§ Work instructions
Could the entries below be retyped exactly and in full?

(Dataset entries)

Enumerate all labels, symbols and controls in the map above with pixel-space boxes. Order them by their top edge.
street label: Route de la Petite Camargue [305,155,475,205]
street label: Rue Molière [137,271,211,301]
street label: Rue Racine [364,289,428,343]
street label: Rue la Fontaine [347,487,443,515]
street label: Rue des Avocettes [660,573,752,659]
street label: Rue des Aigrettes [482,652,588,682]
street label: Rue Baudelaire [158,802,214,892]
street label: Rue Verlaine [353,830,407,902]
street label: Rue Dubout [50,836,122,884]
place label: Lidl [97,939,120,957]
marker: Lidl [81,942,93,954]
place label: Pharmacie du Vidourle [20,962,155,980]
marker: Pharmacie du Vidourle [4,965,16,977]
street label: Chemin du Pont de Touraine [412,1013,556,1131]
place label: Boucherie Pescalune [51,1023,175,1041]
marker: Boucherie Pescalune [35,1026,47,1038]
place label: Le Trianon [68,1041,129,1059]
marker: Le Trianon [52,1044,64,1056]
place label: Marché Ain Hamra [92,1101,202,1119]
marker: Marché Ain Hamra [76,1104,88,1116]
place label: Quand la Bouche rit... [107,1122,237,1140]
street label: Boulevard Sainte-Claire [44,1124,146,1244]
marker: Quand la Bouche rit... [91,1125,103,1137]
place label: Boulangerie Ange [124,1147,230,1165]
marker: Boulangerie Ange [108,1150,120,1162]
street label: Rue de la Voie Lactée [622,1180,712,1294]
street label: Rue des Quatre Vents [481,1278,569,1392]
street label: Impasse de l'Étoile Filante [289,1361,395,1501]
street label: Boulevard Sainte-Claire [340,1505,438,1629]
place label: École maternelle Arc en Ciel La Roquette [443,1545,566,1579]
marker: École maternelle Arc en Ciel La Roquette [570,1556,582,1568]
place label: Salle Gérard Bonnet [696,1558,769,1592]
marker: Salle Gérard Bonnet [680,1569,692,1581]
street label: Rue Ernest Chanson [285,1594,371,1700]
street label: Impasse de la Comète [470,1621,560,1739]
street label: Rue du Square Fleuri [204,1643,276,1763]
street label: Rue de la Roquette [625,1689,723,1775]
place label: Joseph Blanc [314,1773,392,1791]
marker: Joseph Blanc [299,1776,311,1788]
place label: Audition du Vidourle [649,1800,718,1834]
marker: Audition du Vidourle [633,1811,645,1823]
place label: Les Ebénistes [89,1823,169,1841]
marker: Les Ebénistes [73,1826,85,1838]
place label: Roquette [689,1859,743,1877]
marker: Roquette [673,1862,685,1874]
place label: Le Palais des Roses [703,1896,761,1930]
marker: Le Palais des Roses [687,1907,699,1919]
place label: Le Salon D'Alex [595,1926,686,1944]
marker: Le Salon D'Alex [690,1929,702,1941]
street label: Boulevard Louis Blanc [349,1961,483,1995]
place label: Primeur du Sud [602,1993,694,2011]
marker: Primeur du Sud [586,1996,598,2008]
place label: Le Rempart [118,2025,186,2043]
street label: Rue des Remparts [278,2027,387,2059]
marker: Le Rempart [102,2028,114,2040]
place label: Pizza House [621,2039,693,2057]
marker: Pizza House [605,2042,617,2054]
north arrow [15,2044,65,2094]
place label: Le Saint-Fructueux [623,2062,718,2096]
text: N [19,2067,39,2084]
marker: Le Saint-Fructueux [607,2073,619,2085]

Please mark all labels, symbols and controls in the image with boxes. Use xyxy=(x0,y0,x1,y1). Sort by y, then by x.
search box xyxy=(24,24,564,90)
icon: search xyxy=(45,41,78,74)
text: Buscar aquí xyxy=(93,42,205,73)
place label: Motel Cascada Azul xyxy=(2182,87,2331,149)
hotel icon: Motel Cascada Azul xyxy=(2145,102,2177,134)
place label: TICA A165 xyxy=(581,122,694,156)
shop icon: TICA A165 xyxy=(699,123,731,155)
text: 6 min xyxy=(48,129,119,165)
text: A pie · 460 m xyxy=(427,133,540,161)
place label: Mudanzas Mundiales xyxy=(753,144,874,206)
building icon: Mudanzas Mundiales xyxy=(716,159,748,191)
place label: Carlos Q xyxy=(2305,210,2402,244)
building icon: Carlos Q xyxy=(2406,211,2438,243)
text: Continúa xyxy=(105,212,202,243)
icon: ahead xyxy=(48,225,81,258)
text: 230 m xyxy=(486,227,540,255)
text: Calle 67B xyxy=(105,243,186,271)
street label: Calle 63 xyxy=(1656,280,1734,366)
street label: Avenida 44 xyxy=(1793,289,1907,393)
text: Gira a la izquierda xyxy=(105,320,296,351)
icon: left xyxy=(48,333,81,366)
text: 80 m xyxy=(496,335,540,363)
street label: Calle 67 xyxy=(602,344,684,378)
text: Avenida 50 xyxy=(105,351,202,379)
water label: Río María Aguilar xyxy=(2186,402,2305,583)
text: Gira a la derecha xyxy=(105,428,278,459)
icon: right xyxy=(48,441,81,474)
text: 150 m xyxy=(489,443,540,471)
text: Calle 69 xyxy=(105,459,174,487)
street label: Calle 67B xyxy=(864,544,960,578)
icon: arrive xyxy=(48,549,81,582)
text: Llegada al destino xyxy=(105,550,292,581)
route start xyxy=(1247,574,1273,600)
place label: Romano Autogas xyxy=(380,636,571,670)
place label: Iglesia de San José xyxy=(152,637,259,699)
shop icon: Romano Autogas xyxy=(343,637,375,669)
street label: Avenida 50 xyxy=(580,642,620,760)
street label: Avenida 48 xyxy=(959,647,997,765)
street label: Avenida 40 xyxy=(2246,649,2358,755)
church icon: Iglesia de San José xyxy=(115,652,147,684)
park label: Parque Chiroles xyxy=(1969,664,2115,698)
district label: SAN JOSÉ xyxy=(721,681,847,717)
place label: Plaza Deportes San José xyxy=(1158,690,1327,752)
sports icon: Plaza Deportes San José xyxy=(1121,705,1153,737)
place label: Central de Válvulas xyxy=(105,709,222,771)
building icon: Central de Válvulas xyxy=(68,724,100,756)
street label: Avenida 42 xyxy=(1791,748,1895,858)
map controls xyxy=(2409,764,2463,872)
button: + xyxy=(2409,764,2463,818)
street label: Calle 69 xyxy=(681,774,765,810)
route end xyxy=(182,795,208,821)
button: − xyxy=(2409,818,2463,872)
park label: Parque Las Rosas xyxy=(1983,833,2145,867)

§ Solution for this exercise
Enumerate all labels, symbols and controls in the map above with pixel-space boxes. Order them by their top edge.
street label: Route de la Petite Camargue [305,155,475,205]
street label: Rue Molière [137,271,211,301]
street label: Rue Racine [364,289,428,343]
street label: Rue la Fontaine [347,487,443,515]
street label: Rue des Avocettes [660,573,752,659]
street label: Rue des Aigrettes [482,652,588,682]
street label: Rue Baudelaire [158,802,214,892]
street label: Rue Verlaine [353,830,407,902]
street label: Rue Dubout [50,836,122,884]
place label: Lidl [97,939,120,957]
marker: Lidl [81,942,93,954]
place label: Pharmacie du Vidourle [20,962,155,980]
marker: Pharmacie du Vidourle [4,965,16,977]
street label: Chemin du Pont de Touraine [412,1013,556,1131]
place label: Boucherie Pescalune [51,1023,175,1041]
marker: Boucherie Pescalune [35,1026,47,1038]
place label: Le Trianon [68,1041,129,1059]
marker: Le Trianon [52,1044,64,1056]
place label: Marché Ain Hamra [92,1101,202,1119]
marker: Marché Ain Hamra [76,1104,88,1116]
place label: Quand la Bouche rit... [107,1122,237,1140]
street label: Boulevard Sainte-Claire [44,1124,146,1244]
marker: Quand la Bouche rit... [91,1125,103,1137]
place label: Boulangerie Ange [124,1147,230,1165]
marker: Boulangerie Ange [108,1150,120,1162]
street label: Rue de la Voie Lactée [622,1180,712,1294]
street label: Rue des Quatre Vents [481,1278,569,1392]
street label: Impasse de l'Étoile Filante [289,1361,395,1501]
street label: Boulevard Sainte-Claire [340,1505,438,1629]
place label: École maternelle Arc en Ciel La Roquette [443,1545,566,1579]
marker: École maternelle Arc en Ciel La Roquette [570,1556,582,1568]
place label: Salle Gérard Bonnet [696,1558,769,1592]
marker: Salle Gérard Bonnet [680,1569,692,1581]
street label: Rue Ernest Chanson [285,1594,371,1700]
street label: Impasse de la Comète [470,1621,560,1739]
street label: Rue du Square Fleuri [204,1643,276,1763]
street label: Rue de la Roquette [625,1689,723,1775]
place label: Joseph Blanc [314,1773,392,1791]
marker: Joseph Blanc [299,1776,311,1788]
place label: Audition du Vidourle [649,1800,718,1834]
marker: Audition du Vidourle [633,1811,645,1823]
place label: Les Ebénistes [89,1823,169,1841]
marker: Les Ebénistes [73,1826,85,1838]
place label: Roquette [689,1859,743,1877]
marker: Roquette [673,1862,685,1874]
place label: Le Palais des Roses [703,1896,761,1930]
marker: Le Palais des Roses [687,1907,699,1919]
place label: Le Salon D'Alex [595,1926,686,1944]
marker: Le Salon D'Alex [690,1929,702,1941]
street label: Boulevard Louis Blanc [349,1961,483,1995]
place label: Primeur du Sud [602,1993,694,2011]
marker: Primeur du Sud [586,1996,598,2008]
place label: Le Rempart [118,2025,186,2043]
street label: Rue des Remparts [278,2027,387,2059]
marker: Le Rempart [102,2028,114,2040]
place label: Pizza House [621,2039,693,2057]
marker: Pizza House [605,2042,617,2054]
north arrow [15,2044,65,2094]
place label: Le Saint-Fructueux [623,2062,718,2096]
text: N [19,2067,39,2084]
marker: Le Saint-Fructueux [607,2073,619,2085]

Please mark all labels, symbols and controls in the image with boxes. Use xyxy=(x0,y0,x1,y1). Sort by y, then by x.
search box xyxy=(24,24,564,90)
icon: search xyxy=(45,41,78,74)
text: Buscar aquí xyxy=(93,42,205,73)
place label: Motel Cascada Azul xyxy=(2182,87,2331,149)
hotel icon: Motel Cascada Azul xyxy=(2145,102,2177,134)
place label: TICA A165 xyxy=(581,122,694,156)
shop icon: TICA A165 xyxy=(699,123,731,155)
text: 6 min xyxy=(48,129,119,165)
text: A pie · 460 m xyxy=(427,133,540,161)
place label: Mudanzas Mundiales xyxy=(753,144,874,206)
building icon: Mudanzas Mundiales xyxy=(716,159,748,191)
place label: Carlos Q xyxy=(2305,210,2402,244)
building icon: Carlos Q xyxy=(2406,211,2438,243)
text: Continúa xyxy=(105,212,202,243)
icon: ahead xyxy=(48,225,81,258)
text: 230 m xyxy=(486,227,540,255)
text: Calle 67B xyxy=(105,243,186,271)
street label: Calle 63 xyxy=(1656,280,1734,366)
street label: Avenida 44 xyxy=(1793,289,1907,393)
text: Gira a la izquierda xyxy=(105,320,296,351)
icon: left xyxy=(48,333,81,366)
text: 80 m xyxy=(496,335,540,363)
street label: Calle 67 xyxy=(602,344,684,378)
text: Avenida 50 xyxy=(105,351,202,379)
water label: Río María Aguilar xyxy=(2186,402,2305,583)
text: Gira a la derecha xyxy=(105,428,278,459)
icon: right xyxy=(48,441,81,474)
text: 150 m xyxy=(489,443,540,471)
text: Calle 69 xyxy=(105,459,174,487)
street label: Calle 67B xyxy=(864,544,960,578)
icon: arrive xyxy=(48,549,81,582)
text: Llegada al destino xyxy=(105,550,292,581)
route start xyxy=(1247,574,1273,600)
place label: Romano Autogas xyxy=(380,636,571,670)
place label: Iglesia de San José xyxy=(152,637,259,699)
shop icon: Romano Autogas xyxy=(343,637,375,669)
street label: Avenida 50 xyxy=(580,642,620,760)
street label: Avenida 48 xyxy=(959,647,997,765)
street label: Avenida 40 xyxy=(2246,649,2358,755)
church icon: Iglesia de San José xyxy=(115,652,147,684)
park label: Parque Chiroles xyxy=(1969,664,2115,698)
district label: SAN JOSÉ xyxy=(721,681,847,717)
place label: Plaza Deportes San José xyxy=(1158,690,1327,752)
sports icon: Plaza Deportes San José xyxy=(1121,705,1153,737)
place label: Central de Válvulas xyxy=(105,709,222,771)
building icon: Central de Válvulas xyxy=(68,724,100,756)
street label: Avenida 42 xyxy=(1791,748,1895,858)
map controls xyxy=(2409,764,2463,872)
button: + xyxy=(2409,764,2463,818)
street label: Calle 69 xyxy=(681,774,765,810)
route end xyxy=(182,795,208,821)
button: − xyxy=(2409,818,2463,872)
park label: Parque Las Rosas xyxy=(1983,833,2145,867)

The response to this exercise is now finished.